**Problem requirements**
What is the number of lines below that contain the string "setLineDash"? Give it and nothing else.

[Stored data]
***

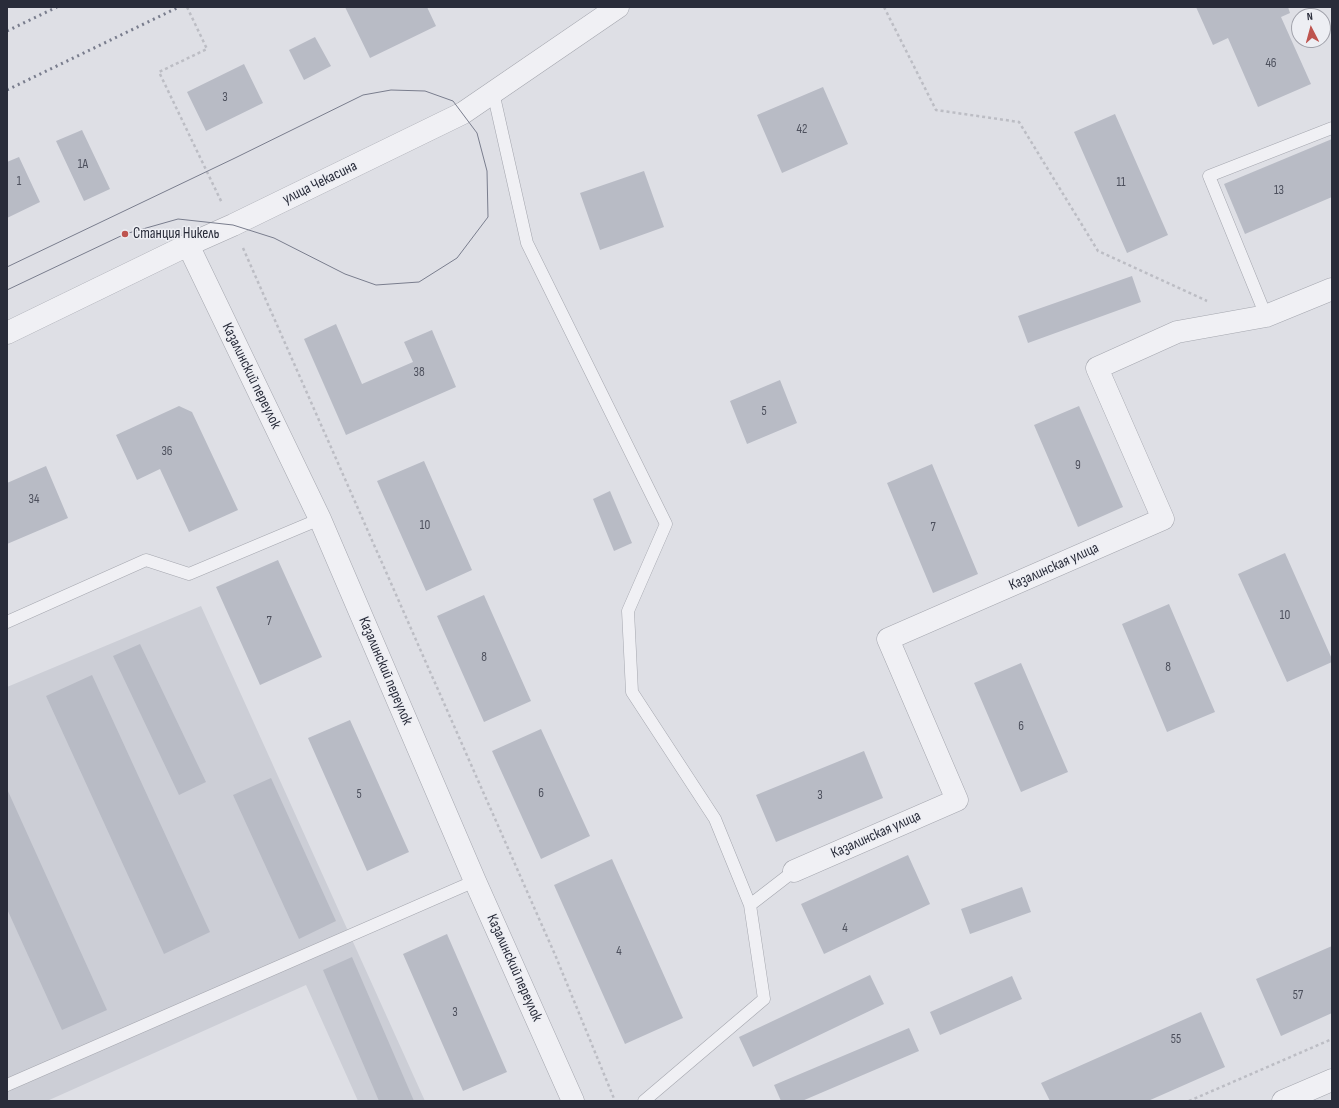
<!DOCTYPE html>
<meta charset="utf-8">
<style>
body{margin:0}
#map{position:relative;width:1339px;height:1108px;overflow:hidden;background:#dedfe5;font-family:"Sofia Sans Condensed",sans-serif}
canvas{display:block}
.frame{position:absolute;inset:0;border:8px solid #292c3a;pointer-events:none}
.north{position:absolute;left:1291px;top:8px;width:40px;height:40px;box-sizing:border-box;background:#edeef3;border:1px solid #9fa0a9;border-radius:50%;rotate:354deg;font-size:11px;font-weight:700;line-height:16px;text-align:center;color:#292c3a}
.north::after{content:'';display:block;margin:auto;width:14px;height:18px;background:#be544f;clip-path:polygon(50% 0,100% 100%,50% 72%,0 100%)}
</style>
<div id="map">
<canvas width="1339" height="1108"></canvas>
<div class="frame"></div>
<div class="north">N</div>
</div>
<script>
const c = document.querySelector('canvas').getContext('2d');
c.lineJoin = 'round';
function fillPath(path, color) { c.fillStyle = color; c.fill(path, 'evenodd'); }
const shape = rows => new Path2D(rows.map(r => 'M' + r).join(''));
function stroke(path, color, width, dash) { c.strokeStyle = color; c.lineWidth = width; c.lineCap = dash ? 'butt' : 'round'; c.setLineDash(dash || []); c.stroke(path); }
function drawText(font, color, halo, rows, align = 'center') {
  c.font = font + ' "Sofia Sans Condensed",sans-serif'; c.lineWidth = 3; c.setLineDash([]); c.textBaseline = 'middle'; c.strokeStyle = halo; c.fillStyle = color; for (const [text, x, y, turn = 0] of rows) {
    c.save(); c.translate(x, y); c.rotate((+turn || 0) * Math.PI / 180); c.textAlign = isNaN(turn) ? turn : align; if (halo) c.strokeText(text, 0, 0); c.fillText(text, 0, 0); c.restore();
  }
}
const built = shape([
 [201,606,425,1101,358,1101,306,985,47,1101,7,1101,7,687]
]);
const building = shape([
 [345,7,427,7,436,26,370,58],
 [1196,7,1288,7,1290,13,1281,17,1311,84,1258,107,1228,38,1213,45],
 [315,37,331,66,304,80,289,50],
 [244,64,263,103,206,131,187,92],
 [823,87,848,144,782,173,757,115],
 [1115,114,1168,235,1127,253,1074,132],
 [82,130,110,189,84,201,56,141],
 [1332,139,1332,197,1245,234,1224,184],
 [19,157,40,202,7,218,7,162],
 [644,171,664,227,600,250,580,193],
 [1132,276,1141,302,1028,343,1018,316],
 [336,324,362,384,413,362,404,342,432,330,456,387,346,435,304,339],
 [780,380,797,423,747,444,730,401],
 [179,406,192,412,238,510,189,532,160,469,137,480,116,435],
 [1079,406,1123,507,1078,527,1034,425],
 [424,461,472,570,426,591,377,481],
 [932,464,978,574,933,593,887,483],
 [46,466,68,518,7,544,7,483],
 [610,491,632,543,614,551,593,499],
 [1285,553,1332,659,1332,662,1287,682,1238,574],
 [278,560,322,657,260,685,216,587],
 [484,595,531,701,484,722,437,616],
 [1169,604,1215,712,1167,732,1122,624],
 [140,644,206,782,179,795,113,656],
 [1021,663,1068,772,1021,792,974,683],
 [92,675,210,932,164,954,46,696],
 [350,720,409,852,367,871,308,738],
 [541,729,590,836,541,859,492,751],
 [864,751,883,798,776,842,756,795],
 [271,778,336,921,299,939,233,795],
 [7,789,107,1010,62,1030,7,909],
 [908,855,930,904,824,954,801,904],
 [612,859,683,1018,625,1044,554,885],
 [1022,887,1031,912,970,934,961,909],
 [447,934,507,1072,463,1091,403,954],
 [1332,946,1332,1013,1281,1036,1256,979],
 [352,957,414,1101,379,1101,323,970],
 [870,975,884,1004,753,1067,739,1037],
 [1012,976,1022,999,940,1035,930,1012],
 [1201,1012,1225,1067,1148,1101,1050,1101,1041,1083],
 [909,1028,919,1051,802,1101,781,1101,774,1085]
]);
const path = shape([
 [187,7,207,49,159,72,222,203],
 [884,7,936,110,1019,122,1098,251,1207,301],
 [243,248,556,957,615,1101],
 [1189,1101,1332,1039]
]);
const service = shape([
 [493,92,527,243,666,524,628,611,632,692,715,819,750,905],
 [1266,316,1209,176,1332,128],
 [7,622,146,560,189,574,320,519],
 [7,1085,475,881],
 [644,1101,764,999,750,905,794,871]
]);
const minor = shape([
 [188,245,320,519,475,881,573,1101],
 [7,333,188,245,233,225,463,113,618,7],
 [794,871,957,800,888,639,1163,519,1097,368,1177,332,1266,316,1332,289],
 [1283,1101,1332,1080]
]);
const tram = shape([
 [7,267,235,158,363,95,391,90,425,91,453,101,477,133,487,171,488,217,457,258,419,282,376,285,345,274,274,238,233,225,178,219,125,234,7,290]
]);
const rail = shape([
 [7,31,57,7],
 [7,90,179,7]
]);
const markers = [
 [125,234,4,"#be544f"]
];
const numberNames = [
 ["46",1271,64],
 ["3",225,98],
 ["42",802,130],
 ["1А",83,165],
 ["1",19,182],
 ["11",1121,183],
 ["13",1279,191],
 ["38",419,373],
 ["5",764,412],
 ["36",167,452],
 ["9",1078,466],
 ["34",34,500],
 ["10",425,526],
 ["7",933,528],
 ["10",1285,616],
 ["7",269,622],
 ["8",484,658],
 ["8",1168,668],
 ["6",1021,727],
 ["6",541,794],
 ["5",359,795],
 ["3",820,796],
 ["4",845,929],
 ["4",619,952],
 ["57",1298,996],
 ["3",455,1013],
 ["55",1176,1040]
];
const streetNames = [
 ["улица Чекасина",320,183,-26],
 ["Казалинский переулок",251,376,64],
 ["Казалинская улица",1054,567,-24],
 ["Казалинский переулок",385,671,67],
 ["Казалинская улица",876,835,-24],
 ["Казалинский переулок",514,968,66]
];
const poiNames = [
 ["Станция Никель",133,234]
];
fillPath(built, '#ccced6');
fillPath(building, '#b8bbc5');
stroke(service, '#a4a6ae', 13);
stroke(minor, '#a4a6ae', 23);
stroke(path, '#bcbdc4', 2.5, [3, 3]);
stroke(service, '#f0f0f4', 12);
stroke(minor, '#f0f0f4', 22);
stroke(tram, '#797d8d', 1);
stroke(rail, '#797d8d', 3, [2, 4]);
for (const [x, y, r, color] of markers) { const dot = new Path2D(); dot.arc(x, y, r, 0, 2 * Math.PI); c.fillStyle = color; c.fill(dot); stroke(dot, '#edeef3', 1.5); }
drawText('13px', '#4d505d', null, numberNames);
drawText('15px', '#292c3a', '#edeef3', streetNames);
drawText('15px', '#292c3a', '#edeef3', poiNames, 'left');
</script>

***

**Reply to the task**
2